Task data START

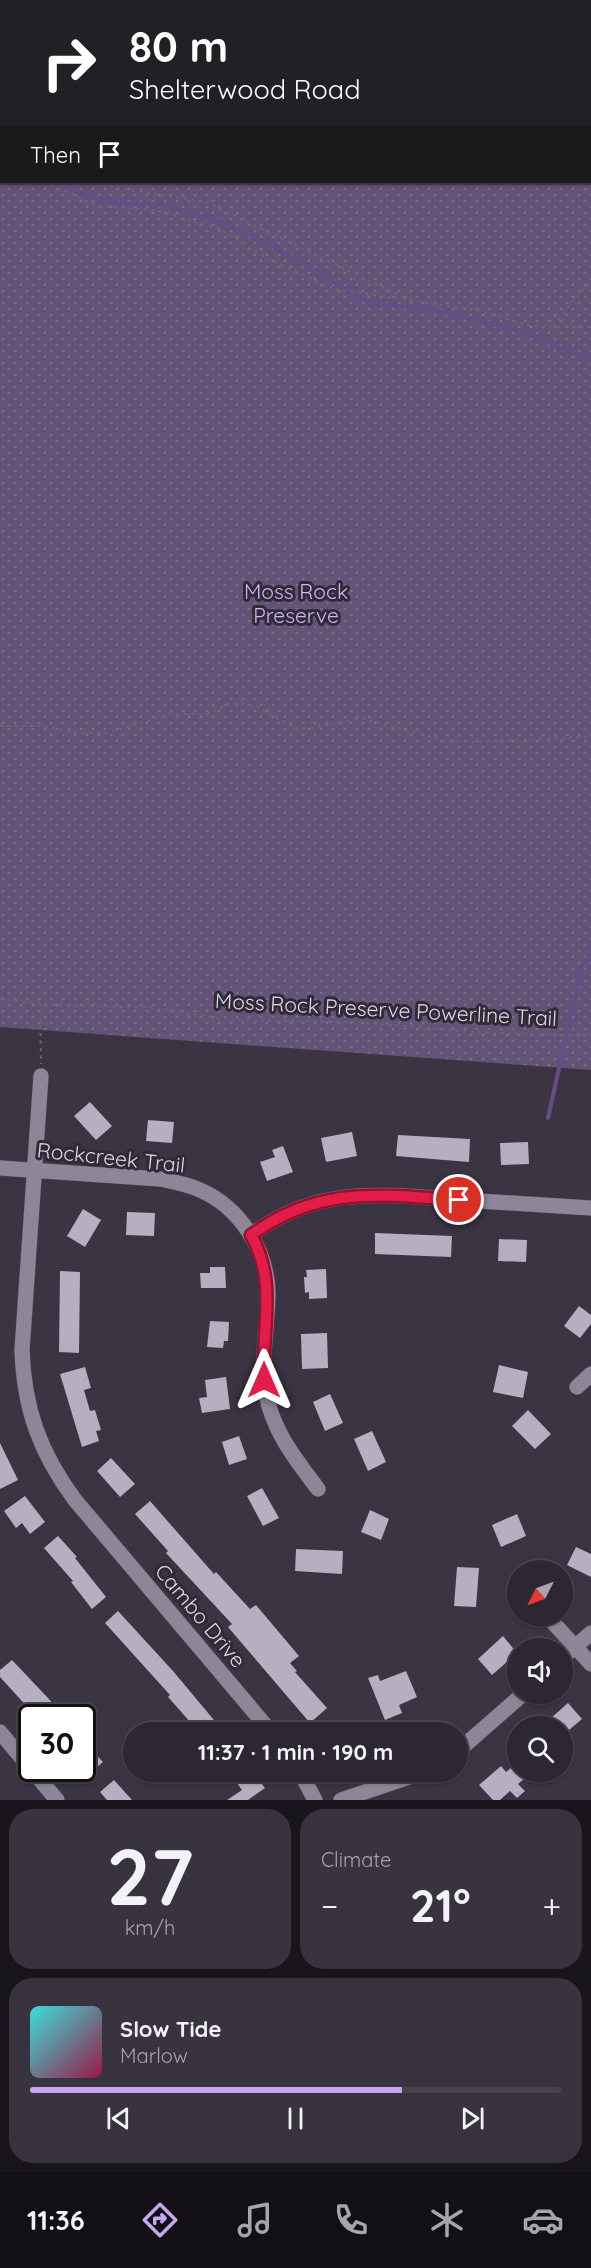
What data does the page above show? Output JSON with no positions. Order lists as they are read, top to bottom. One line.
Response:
{"streets":{"street":["Rockcreek Trail","Cambo Drive"],"path":["Moss Rock Preserve Powerline Trail"]},"crossings":[["Rockcreek Trail","Cambo Drive"]],"parks":["Moss Rock Preserve"],"north":"bottom left","page":{"turn":["80 m","Shelterwood Road"],"then":"Then","limit":"30","trip":"11:37 · 1 min · 190 m","tile":[["27","km/h"],"Climate"],"heat":["−","21°","+"],"song":["Slow Tide","Marlow"],"tabs":"11:36"}}
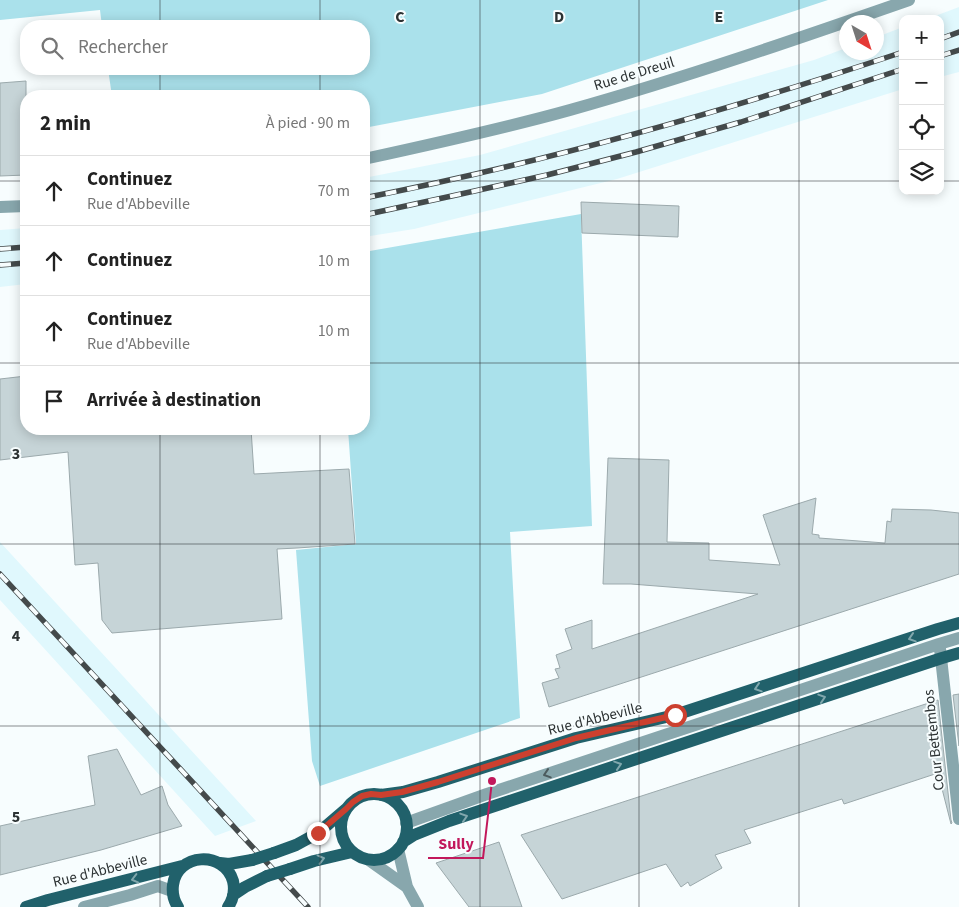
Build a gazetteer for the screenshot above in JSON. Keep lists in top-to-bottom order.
{
  "streets": {
    "main road": ["Rue d'Abbeville"],
    "street": ["Rue de Dreuil", "Cour Bettembos"]
  },
  "crossings": [
    ["Rue d'Abbeville", "Cour Bettembos"]
  ],
  "places": ["Sully"],
  "north": "bottom right",
  "page": {
    "map_buttons": ["+", "−"],
    "search": "Rechercher",
    "heading": ["2 min", "À pied · 90 m"],
    "list": [
      ["Continuez", "Rue d'Abbeville", "70 m"],
      ["Continuez", "10 m"],
      ["Continuez", "Rue d'Abbeville", "10 m"],
      "Arrivée à destination"
    ]
  },
  "grid": {
    "columns": ["C", "D", "E"],
    "rows": ["3", "4", "5"]
  }
}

Task data END

About this task: Without including any picture, set down the listing above exactly as it appears.

Answer below:
What data does the page above show? Output JSON with no positions. Order lists as they are read, top to bottom. One line.
Response:
{"streets":{"street":["Rockcreek Trail","Cambo Drive"],"path":["Moss Rock Preserve Powerline Trail"]},"crossings":[["Rockcreek Trail","Cambo Drive"]],"parks":["Moss Rock Preserve"],"north":"bottom left","page":{"turn":["80 m","Shelterwood Road"],"then":"Then","limit":"30","trip":"11:37 · 1 min · 190 m","tile":[["27","km/h"],"Climate"],"heat":["−","21°","+"],"song":["Slow Tide","Marlow"],"tabs":"11:36"}}
Build a gazetteer for the screenshot above in JSON. Keep lists in top-to-bottom order.
{
  "streets": {
    "main road": ["Rue d'Abbeville"],
    "street": ["Rue de Dreuil", "Cour Bettembos"]
  },
  "crossings": [
    ["Rue d'Abbeville", "Cour Bettembos"]
  ],
  "places": ["Sully"],
  "north": "bottom right",
  "page": {
    "map_buttons": ["+", "−"],
    "search": "Rechercher",
    "heading": ["2 min", "À pied · 90 m"],
    "list": [
      ["Continuez", "Rue d'Abbeville", "70 m"],
      ["Continuez", "10 m"],
      ["Continuez", "Rue d'Abbeville", "10 m"],
      "Arrivée à destination"
    ]
  },
  "grid": {
    "columns": ["C", "D", "E"],
    "rows": ["3", "4", "5"]
  }
}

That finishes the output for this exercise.